### Exercise requirements
Write only the number of lines in the data that include the word "service".

[Dataset entries]
########

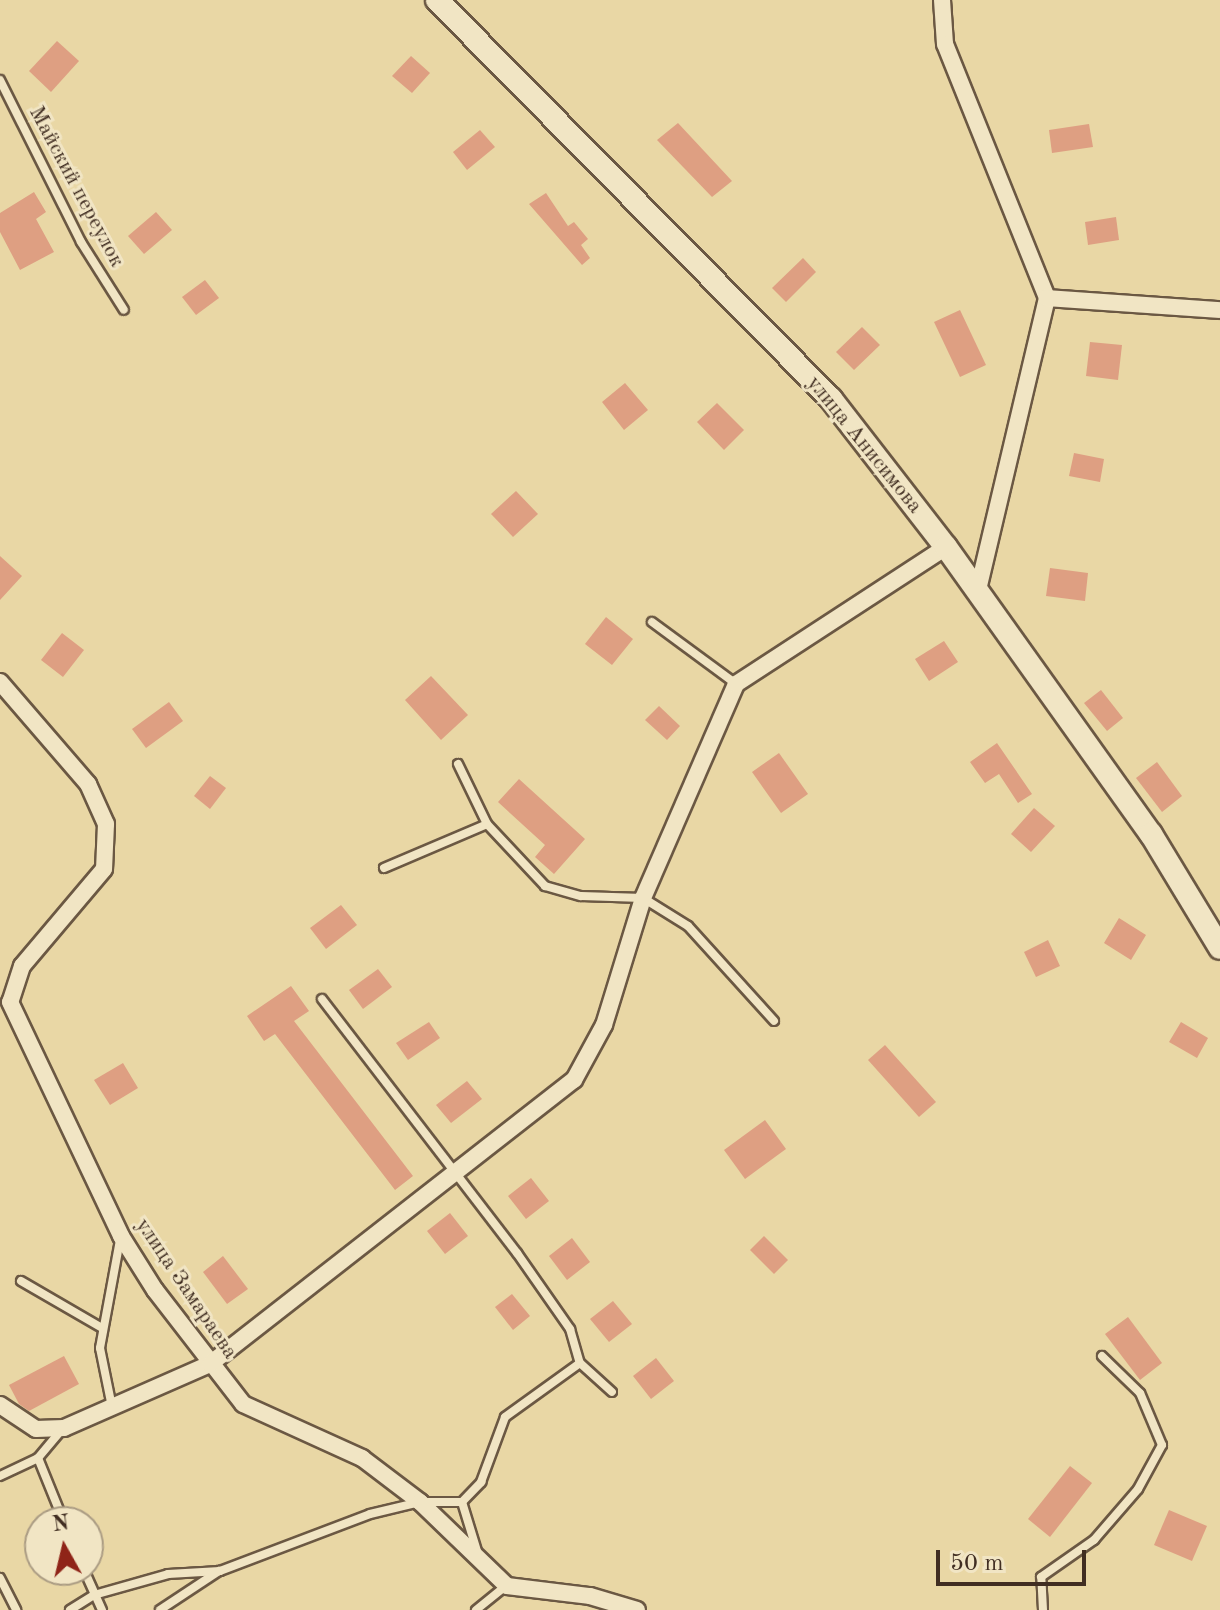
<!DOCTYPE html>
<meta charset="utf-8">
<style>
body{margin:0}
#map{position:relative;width:1220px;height:1610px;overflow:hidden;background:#e9d7a5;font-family:"Old Standard TT",serif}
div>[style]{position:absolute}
.building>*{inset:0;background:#de9f82}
.roads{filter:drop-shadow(2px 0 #6b5843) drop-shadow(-2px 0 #6b5843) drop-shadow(0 2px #6b5843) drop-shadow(0 -2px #6b5843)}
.service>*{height:8px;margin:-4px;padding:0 4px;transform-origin:4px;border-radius:4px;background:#f1e5c4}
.minor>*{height:16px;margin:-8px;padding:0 8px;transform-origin:8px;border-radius:8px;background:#f1e5c4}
.tertiary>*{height:22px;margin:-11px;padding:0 11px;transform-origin:11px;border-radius:11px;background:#f1e5c4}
span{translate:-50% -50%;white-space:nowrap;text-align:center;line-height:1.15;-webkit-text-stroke:6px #f1e5c4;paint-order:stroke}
.street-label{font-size:22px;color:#412e22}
.north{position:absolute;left:24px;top:1506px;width:80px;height:80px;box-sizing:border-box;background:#f1e5c4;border:2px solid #ab9c83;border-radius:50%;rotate:352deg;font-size:22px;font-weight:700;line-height:32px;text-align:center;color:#412e22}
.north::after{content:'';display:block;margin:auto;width:28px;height:36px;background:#8f2418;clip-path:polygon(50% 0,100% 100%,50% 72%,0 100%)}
.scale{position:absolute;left:936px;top:1550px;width:150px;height:36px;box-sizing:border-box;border:4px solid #412e22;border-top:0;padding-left:10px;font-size:24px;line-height:28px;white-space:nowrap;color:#412e22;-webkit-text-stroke:6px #f1e5c4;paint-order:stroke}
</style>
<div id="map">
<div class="building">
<i style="clip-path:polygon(57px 41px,79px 61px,51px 92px,29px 71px)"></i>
<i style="clip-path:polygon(411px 56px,430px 73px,412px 93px,392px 76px)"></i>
<i style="clip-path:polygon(678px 123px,732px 181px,712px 197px,657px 140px)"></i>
<i style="clip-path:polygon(1089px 124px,1093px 147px,1052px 153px,1049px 130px)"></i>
<i style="clip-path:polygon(480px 130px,495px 147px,467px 170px,453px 152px)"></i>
<i style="clip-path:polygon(34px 192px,46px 212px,36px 219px,54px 252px,20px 270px,0 232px,0 213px)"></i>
<i style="clip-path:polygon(546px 193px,568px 226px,574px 222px,588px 239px,581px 245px,590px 258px,582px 265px,529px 204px)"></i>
<i style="clip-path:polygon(156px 212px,172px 230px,144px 254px,128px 236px)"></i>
<i style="clip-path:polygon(1116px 217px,1119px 240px,1088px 245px,1085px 222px)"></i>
<i style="clip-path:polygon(803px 258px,816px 272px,786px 302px,772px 288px)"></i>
<i style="clip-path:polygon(205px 280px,219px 298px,196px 315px,182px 297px)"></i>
<i style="clip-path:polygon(960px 310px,986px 365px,960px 377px,934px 322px)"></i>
<i style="clip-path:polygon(862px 327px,880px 345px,854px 370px,836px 352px)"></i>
<i style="clip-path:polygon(1090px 342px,1122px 345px,1118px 380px,1086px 376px)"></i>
<i style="clip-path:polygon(625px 383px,648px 410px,624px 430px,602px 402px)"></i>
<i style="clip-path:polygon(717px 403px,744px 430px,724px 450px,697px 422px)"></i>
<i style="clip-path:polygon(1074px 453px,1104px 459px,1100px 482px,1069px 476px)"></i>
<i style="clip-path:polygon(516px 491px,538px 514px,513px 537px,491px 514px)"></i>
<i style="clip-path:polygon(0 556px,22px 576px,0 600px)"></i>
<i style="clip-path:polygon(1050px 568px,1088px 573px,1085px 601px,1046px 596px)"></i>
<i style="clip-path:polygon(606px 617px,633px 639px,612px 665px,585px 644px)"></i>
<i style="clip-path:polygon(62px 633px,84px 650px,63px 677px,41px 660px)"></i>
<i style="clip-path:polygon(944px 641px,958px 662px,929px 681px,915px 659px)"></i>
<i style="clip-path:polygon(431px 676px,468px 715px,441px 740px,405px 700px)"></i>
<i style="clip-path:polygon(1101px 690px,1123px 718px,1107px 731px,1084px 703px)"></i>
<i style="clip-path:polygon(169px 702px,183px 721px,146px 748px,132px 729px)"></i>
<i style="clip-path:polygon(659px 706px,680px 726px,667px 740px,645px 720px)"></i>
<i style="clip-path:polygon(997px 743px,1032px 794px,1018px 803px,999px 774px,985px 783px,970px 762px)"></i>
<i style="clip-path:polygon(779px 753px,808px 794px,781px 813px,752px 772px)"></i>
<i style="clip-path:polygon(1157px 762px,1182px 796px,1162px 812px,1136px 778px)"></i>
<i style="clip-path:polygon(210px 776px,226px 788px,210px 809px,194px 796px)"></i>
<i style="clip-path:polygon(519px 779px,585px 839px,554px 874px,535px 857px,545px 845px,498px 802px)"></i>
<i style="clip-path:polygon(1034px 808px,1055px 826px,1031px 852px,1011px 834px)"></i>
<i style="clip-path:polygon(341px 905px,357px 925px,326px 949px,310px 928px)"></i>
<i style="clip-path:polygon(1119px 918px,1146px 935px,1131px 960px,1104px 943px)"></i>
<i style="clip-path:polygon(1048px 940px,1060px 966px,1036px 977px,1024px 952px)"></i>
<i style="clip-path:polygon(378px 969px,392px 987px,363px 1009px,349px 990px)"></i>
<i style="clip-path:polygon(291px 986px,309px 1011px,294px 1021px,413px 1176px,395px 1190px,275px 1034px,264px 1041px,247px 1016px)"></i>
<i style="clip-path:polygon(429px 1022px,440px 1038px,408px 1060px,396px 1043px)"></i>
<i style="clip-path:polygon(1181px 1022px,1208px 1038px,1197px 1058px,1169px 1042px)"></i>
<i style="clip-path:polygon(885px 1045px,936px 1102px,919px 1117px,868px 1060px)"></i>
<i style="clip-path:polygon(123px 1063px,138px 1088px,110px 1105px,94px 1080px)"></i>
<i style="clip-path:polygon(467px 1081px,482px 1099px,451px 1123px,436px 1105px)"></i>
<i style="clip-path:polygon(765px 1120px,786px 1149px,745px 1179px,724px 1150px)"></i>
<i style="clip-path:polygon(531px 1178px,549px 1201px,526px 1219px,508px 1196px)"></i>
<i style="clip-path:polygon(450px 1213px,468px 1236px,445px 1254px,427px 1231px)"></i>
<i style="clip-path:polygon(764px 1236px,788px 1260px,774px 1274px,750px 1250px)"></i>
<i style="clip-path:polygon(572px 1238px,590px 1262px,567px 1280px,549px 1256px)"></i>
<i style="clip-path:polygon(223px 1256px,248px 1289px,227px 1304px,203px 1272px)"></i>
<i style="clip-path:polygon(512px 1294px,530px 1316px,513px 1330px,495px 1307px)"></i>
<i style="clip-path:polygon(613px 1301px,632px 1324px,609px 1342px,590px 1319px)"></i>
<i style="clip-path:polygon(1128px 1317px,1162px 1363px,1140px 1380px,1105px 1334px)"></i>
<i style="clip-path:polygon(64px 1356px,79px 1384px,29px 1411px,19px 1404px,9px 1385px)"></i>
<i style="clip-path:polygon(656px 1358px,674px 1381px,651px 1399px,633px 1376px)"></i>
<i style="clip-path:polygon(1070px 1466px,1092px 1483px,1050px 1537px,1028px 1519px)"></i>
<i style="clip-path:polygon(1169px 1510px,1207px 1526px,1192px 1561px,1154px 1545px)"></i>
</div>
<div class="roads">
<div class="service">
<i style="left:0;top:80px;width:181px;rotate:63.4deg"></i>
<i style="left:81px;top:242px;width:80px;rotate:57.7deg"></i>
<i style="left:652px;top:622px;width:104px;rotate:36.4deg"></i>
<i style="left:458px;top:764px;width:67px;rotate:64.2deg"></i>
<i style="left:487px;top:824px;width:85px;rotate:46.9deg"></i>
<i style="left:545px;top:886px;width:37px;rotate:16deg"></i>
<i style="left:581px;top:896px;width:62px;rotate:1.8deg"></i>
<i style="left:643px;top:898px;width:53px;rotate:31.9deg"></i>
<i style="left:688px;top:926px;width:128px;rotate:47.8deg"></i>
<i style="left:384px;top:868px;width:112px;rotate:-23.1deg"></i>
<i style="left:322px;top:999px;width:320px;rotate:52.5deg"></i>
<i style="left:517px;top:1253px;width:93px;rotate:55.1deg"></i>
<i style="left:570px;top:1329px;width:35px;rotate:74deg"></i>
<i style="left:580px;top:1363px;width:43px;rotate:42.2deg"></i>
<i style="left:21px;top:1281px;width:94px;rotate:30.1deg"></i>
<i style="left:112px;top:1407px;width:60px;rotate:-101.5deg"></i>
<i style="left:100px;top:1348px;width:110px;rotate:-79.5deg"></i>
<i style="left:38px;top:1458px;width:69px;rotate:67.9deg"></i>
<i style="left:0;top:1476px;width:42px;rotate:-25.3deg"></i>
<i style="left:38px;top:1458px;width:39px;rotate:-50deg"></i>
<i style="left:462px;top:1502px;width:51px;rotate:73deg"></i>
<i style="left:84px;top:1570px;width:44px;rotate:65.8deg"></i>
<i style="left:0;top:1578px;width:36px;rotate:63deg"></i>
<i style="left:70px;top:1610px;width:28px;rotate:-32deg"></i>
<i style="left:94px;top:1595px;width:77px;rotate:-15.8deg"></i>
<i style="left:168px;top:1574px;width:52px;rotate:-3.3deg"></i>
<i style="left:220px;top:1571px;width:160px;rotate:-20.8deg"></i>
<i style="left:370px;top:1514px;width:51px;rotate:-13.5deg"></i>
<i style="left:420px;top:1502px;width:42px"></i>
<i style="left:462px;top:1502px;width:28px;rotate:-46deg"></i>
<i style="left:481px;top:1482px;width:69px;rotate:-69.7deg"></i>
<i style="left:505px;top:1417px;width:92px;rotate:-35.8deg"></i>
<i style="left:160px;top:1610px;width:71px;rotate:-33.5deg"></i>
<i style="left:476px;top:1610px;width:38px;rotate:-39deg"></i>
<i style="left:1043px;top:1610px;width:33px;rotate:-93deg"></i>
<i style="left:1041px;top:1577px;width:65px;rotate:-34.9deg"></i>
<i style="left:1094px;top:1540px;width:67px;rotate:-49.2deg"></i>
<i style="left:1138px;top:1489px;width:50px;rotate:-61.4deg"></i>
<i style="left:1162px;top:1445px;width:56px;rotate:-112.9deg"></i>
<i style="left:1140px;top:1393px;width:53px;rotate:-135.8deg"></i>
</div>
<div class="minor">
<i style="left:942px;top:0;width:44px;rotate:86.1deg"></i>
<i style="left:945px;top:44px;width:274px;rotate:68.1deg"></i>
<i style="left:1047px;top:298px;width:301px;rotate:103.3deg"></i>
<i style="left:1047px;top:298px;width:173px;rotate:4deg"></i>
<i style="left:0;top:682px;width:135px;rotate:49.2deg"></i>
<i style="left:88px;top:784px;width:44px;rotate:65.8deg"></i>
<i style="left:106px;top:824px;width:45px;rotate:92.5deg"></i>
<i style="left:104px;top:869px;width:127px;rotate:130.2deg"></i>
<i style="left:22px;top:966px;width:38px;rotate:108deg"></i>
<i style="left:10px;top:1002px;width:259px;rotate:64.6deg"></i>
<i style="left:121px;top:1236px;width:64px;rotate:57.8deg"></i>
<i style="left:155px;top:1290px;width:144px;rotate:52.3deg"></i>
<i style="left:243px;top:1404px;width:131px;rotate:24.4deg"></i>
<i style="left:362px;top:1458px;width:73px;rotate:37.2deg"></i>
<i style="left:420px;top:1502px;width:121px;rotate:44deg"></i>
<i style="left:507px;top:1586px;width:84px;rotate:6.9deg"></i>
<i style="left:590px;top:1596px;width:49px;rotate:16.6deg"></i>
<i style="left:0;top:1405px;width:43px;rotate:33.7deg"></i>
<i style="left:36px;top:1429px;width:28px;rotate:-2deg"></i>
<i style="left:64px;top:1428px;width:159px;rotate:-23.7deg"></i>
<i style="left:210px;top:1364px;width:462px;rotate:-38deg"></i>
<i style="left:574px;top:1080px;width:63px;rotate:-61.4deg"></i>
<i style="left:604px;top:1025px;width:133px;rotate:-72.9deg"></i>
<i style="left:643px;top:898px;width:233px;rotate:-66.5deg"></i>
<i style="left:736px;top:684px;width:251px;rotate:-33.1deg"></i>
</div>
<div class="tertiary">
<i style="left:437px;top:0;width:561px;rotate:45.36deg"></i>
<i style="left:831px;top:399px;width:187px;rotate:52.2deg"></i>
<i style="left:946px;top:547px;width:353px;rotate:54.5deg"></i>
<i style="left:1151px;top:834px;width:133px;rotate:58.8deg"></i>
</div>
</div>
<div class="street-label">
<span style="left:76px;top:187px;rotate:62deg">Майский переулок</span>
<span style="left:864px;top:445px;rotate:51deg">улица Анисимова</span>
<span style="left:186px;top:1289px;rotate:56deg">улица Замараева</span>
</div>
<div class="north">N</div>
<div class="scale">50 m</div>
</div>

########

### Response to the exercise
2